We’ve visited gardens all over Europe and these gardens are indeed something very special. Elaborate and perfectly maintained, the sheer scale and complexity of the design is extraordinary.
Garden of Love
The gardens are vast but divided into distinct, symmetrical sections so they are easy to explore. The best view of them is from the higher vantage points inside and outside the castle where you can look down and appreciate the complete designs and their meaning.
There is a small children’s play area integrated into the gardens and also a maze (although the one at Chenonceau is more interesting).
Tip: We used the audio guide here. This is an example of one where the content was just fair with no version just for kids (they have a French kids version), but using it kept them engaged.

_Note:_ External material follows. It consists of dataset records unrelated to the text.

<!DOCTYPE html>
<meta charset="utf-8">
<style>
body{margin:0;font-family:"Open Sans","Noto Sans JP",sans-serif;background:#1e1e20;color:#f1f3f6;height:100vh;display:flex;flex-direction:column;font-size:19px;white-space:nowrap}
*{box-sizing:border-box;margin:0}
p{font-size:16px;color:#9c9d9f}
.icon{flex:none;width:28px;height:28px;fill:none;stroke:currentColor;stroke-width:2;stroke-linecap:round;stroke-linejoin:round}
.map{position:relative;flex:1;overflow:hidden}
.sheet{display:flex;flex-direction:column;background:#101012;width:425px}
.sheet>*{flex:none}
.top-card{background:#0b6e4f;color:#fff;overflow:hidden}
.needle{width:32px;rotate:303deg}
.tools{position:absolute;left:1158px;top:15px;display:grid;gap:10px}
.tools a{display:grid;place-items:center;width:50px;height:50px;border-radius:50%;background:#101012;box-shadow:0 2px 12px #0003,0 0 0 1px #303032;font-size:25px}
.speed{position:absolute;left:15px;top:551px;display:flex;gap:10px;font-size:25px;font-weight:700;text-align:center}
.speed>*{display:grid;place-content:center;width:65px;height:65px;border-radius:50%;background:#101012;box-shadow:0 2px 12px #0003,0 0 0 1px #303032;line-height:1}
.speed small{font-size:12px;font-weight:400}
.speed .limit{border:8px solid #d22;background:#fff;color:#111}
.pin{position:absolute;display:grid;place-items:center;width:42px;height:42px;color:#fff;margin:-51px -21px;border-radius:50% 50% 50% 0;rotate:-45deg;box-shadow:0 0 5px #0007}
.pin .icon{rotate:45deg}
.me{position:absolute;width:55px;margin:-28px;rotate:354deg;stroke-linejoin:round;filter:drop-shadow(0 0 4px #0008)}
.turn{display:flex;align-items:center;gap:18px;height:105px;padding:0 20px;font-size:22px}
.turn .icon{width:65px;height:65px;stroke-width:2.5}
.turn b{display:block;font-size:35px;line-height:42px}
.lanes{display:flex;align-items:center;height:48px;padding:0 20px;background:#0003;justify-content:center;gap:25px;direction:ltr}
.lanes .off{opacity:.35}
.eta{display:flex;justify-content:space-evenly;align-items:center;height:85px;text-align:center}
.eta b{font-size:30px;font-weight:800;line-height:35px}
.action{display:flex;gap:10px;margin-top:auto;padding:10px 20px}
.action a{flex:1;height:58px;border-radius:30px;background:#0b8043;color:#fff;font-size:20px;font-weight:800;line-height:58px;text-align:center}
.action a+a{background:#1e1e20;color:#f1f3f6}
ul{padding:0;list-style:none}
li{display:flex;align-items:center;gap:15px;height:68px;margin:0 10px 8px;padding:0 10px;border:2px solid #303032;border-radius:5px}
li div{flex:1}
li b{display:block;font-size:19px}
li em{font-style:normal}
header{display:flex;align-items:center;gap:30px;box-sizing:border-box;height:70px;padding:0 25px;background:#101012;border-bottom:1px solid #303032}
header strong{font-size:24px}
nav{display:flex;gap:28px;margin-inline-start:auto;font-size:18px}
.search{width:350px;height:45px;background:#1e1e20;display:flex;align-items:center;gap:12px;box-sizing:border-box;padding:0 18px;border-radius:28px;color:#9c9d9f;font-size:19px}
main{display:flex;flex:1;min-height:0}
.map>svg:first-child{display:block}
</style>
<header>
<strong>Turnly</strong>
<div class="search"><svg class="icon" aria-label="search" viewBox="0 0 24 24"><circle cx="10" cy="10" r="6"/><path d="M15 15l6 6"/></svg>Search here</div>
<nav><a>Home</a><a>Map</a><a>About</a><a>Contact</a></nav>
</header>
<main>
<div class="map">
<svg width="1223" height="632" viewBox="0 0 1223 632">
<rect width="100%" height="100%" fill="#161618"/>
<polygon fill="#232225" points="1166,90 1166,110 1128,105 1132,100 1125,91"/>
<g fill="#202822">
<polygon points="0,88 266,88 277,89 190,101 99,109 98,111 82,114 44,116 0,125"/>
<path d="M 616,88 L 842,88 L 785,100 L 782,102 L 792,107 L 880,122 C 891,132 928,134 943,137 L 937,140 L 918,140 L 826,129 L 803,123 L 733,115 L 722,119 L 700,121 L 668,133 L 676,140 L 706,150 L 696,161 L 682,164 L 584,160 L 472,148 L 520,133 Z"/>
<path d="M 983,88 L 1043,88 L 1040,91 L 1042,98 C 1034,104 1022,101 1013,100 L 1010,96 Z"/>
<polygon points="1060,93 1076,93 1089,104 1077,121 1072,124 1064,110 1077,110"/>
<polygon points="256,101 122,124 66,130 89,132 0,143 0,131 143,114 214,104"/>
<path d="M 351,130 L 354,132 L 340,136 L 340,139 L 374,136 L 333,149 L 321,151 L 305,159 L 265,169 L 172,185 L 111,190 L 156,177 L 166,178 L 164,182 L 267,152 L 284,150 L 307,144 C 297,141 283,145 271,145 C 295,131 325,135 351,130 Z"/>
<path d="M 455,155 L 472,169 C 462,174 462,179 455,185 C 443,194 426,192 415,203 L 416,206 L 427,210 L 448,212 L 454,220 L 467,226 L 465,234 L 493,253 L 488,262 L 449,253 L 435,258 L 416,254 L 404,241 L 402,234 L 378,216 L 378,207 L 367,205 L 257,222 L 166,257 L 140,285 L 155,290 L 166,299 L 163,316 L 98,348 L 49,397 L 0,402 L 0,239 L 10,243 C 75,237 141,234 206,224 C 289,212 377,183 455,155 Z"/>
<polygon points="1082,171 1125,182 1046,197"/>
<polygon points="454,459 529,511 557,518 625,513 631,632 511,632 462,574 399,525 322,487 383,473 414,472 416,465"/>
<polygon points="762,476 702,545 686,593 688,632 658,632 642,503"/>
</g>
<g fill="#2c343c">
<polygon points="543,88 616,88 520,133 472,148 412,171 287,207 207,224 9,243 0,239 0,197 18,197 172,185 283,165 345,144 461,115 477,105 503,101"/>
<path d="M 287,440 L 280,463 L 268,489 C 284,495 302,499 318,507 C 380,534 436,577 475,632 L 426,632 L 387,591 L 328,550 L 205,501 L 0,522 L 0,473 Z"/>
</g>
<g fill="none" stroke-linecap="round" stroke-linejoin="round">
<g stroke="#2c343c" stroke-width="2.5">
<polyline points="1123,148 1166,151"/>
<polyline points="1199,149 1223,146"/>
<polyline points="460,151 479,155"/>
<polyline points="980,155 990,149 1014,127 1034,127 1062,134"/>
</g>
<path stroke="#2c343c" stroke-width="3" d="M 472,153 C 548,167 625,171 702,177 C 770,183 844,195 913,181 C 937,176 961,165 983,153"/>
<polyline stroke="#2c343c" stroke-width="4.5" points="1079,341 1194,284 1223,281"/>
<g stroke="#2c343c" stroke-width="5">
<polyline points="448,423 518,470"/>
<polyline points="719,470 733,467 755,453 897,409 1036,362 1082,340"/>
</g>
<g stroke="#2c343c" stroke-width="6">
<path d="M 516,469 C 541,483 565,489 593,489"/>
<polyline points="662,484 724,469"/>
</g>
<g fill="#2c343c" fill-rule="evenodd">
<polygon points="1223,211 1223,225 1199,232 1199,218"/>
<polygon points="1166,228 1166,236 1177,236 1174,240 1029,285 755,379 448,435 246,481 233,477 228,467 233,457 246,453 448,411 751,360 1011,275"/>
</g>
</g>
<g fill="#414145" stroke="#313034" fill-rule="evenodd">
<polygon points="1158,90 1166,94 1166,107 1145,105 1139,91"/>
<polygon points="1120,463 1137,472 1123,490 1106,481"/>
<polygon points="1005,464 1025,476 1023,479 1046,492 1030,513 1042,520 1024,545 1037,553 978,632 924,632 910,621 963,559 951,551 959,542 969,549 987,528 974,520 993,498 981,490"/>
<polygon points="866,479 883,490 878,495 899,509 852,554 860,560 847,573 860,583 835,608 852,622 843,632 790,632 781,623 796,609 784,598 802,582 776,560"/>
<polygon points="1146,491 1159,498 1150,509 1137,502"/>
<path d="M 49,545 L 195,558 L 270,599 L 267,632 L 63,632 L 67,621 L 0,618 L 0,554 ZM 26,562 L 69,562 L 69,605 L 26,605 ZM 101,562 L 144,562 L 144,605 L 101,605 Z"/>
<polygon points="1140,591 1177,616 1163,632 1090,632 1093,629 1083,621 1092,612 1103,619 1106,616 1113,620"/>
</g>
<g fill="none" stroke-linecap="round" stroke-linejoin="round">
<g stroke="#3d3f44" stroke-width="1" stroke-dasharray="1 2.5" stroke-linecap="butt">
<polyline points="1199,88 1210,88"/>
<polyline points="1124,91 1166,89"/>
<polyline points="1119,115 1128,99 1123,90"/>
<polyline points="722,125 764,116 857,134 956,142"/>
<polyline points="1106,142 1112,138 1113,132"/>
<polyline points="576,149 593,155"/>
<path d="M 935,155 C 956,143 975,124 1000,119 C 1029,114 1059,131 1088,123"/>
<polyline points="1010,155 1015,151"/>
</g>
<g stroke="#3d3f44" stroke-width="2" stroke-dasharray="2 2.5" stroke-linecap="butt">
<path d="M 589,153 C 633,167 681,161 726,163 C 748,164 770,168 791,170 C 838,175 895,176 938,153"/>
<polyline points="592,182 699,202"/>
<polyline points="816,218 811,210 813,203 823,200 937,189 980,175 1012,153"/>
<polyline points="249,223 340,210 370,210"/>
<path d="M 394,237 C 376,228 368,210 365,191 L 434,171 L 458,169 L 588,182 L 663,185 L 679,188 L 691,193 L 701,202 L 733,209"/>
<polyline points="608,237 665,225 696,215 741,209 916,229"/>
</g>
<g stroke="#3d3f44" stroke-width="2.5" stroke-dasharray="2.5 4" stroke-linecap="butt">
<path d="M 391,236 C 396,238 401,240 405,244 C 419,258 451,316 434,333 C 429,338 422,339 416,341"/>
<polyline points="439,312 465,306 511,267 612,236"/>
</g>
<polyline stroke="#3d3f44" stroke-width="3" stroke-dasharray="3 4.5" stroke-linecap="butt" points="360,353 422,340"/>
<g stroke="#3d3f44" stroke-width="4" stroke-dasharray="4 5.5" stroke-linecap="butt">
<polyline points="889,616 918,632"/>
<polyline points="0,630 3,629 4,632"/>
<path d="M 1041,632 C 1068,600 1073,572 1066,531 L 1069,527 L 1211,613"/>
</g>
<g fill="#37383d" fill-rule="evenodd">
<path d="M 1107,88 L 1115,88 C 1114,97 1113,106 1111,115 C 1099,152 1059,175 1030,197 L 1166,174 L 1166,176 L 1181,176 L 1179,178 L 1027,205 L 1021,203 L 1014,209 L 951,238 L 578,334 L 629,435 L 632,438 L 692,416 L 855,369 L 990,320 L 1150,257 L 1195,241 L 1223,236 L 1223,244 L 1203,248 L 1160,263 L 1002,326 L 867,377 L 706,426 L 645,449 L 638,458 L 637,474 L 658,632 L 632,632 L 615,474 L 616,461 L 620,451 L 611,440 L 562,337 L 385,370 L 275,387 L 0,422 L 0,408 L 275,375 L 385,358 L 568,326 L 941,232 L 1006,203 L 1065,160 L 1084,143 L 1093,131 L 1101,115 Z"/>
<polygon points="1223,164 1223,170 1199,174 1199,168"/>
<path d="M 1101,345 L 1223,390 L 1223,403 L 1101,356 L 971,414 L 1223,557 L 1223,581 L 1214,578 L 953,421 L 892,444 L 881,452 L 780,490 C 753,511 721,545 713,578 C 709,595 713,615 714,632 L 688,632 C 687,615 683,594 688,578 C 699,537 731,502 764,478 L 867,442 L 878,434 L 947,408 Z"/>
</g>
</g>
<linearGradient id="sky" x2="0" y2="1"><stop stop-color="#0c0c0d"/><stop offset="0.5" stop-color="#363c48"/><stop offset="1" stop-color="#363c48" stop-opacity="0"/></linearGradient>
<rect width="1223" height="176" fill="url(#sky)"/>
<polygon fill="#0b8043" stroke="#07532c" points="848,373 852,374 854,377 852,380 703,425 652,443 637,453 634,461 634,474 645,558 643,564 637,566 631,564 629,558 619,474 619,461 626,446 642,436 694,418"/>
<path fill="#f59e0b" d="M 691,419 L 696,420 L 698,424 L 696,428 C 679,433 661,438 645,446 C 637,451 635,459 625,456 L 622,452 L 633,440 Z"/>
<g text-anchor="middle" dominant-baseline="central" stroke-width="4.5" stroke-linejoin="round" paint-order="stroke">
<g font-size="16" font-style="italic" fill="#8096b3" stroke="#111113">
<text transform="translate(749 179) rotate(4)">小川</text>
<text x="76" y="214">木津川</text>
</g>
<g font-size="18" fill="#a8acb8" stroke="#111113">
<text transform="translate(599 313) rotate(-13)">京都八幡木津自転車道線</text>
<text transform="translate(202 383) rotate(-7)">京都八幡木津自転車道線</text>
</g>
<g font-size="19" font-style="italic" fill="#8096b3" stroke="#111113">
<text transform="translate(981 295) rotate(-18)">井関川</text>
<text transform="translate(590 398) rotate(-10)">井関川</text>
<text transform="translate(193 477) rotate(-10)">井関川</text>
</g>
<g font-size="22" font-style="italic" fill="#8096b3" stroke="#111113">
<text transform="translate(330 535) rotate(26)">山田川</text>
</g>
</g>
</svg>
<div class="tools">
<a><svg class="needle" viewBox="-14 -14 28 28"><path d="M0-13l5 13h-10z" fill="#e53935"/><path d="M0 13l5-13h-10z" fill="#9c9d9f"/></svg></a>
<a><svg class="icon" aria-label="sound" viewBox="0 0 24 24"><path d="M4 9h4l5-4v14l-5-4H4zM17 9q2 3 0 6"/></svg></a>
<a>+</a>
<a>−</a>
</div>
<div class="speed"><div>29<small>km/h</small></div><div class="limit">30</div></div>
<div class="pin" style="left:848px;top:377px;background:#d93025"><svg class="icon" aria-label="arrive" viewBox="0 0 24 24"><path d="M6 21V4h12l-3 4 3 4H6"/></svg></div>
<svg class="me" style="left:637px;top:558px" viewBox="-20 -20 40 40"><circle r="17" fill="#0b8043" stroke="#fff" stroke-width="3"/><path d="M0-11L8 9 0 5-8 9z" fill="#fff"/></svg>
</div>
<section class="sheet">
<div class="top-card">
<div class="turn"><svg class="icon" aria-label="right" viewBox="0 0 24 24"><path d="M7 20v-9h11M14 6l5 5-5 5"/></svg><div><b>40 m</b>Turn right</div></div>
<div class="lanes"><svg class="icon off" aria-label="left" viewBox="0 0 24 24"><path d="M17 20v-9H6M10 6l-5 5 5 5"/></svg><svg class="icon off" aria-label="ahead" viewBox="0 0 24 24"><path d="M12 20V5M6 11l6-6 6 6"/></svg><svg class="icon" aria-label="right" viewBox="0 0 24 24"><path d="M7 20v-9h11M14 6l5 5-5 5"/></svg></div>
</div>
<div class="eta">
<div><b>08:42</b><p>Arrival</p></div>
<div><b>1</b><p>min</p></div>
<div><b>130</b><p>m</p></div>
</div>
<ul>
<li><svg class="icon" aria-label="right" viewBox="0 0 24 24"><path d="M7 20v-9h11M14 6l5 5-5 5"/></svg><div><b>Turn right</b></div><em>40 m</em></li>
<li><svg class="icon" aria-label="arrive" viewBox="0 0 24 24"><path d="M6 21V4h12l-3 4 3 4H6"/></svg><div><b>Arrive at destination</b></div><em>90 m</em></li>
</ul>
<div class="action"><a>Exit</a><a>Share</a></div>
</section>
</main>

The inside of Château de Villandry is interesting but not memorable. If you are short for time or attention, I’d skip the castle interior and just visit the gardens (ensuring you go high in the gardens for a view from above).
Leonardo da Vinci’s last residence
Château du Clos Lucé was Leonardo da Vinci’s last home. Located in the picturesque town of Amboise in the heart of the Loire Valley, this is a not-to-be-missed attraction for school-age and up kids visiting the area.
Inventions galore in the basement of Château du Clos Lucé
You start the visit with a tour of the castle interior and see where and how he lived. The fun, however, begins in the basement where models of many of his inventions are on display. His far-reaching visions include an early airplane, bicycle, tank — it seems there is little he didn’t think about.
Life-size models for exploring
When you enter the garden after the castle tour, an array of da Vinci’s models are full-size and “working.” Kids can step inside the tank he designed and turn it in circles, walk across his drawbridge, and “shoot” a cannon. In short, they can spin, touch, and explore many of his fascinating inventions. There’s a playground and picnic grounds too. Kid heaven!
You can visit castles in the Loire Valley all day every day and never run out of places to see. Other area activities include visiting Troglodyte caves where people used to live and work. Canoeing, biking, and hiking are all plentiful for active families. As are an innumerable amount of interesting, historic villages.
If You Go
We stayed at Le Fleuray near Amboise. This hotel is in an absolutely ideal central location for exploring the Loire Valley. The owners go out of their way to create a family-friendly atmosphere. Rooms are spacious, comfortable, and spotless and there is plenty of room for kids to run and play. Pricing for rooms and meals is quite reasonable for the quality.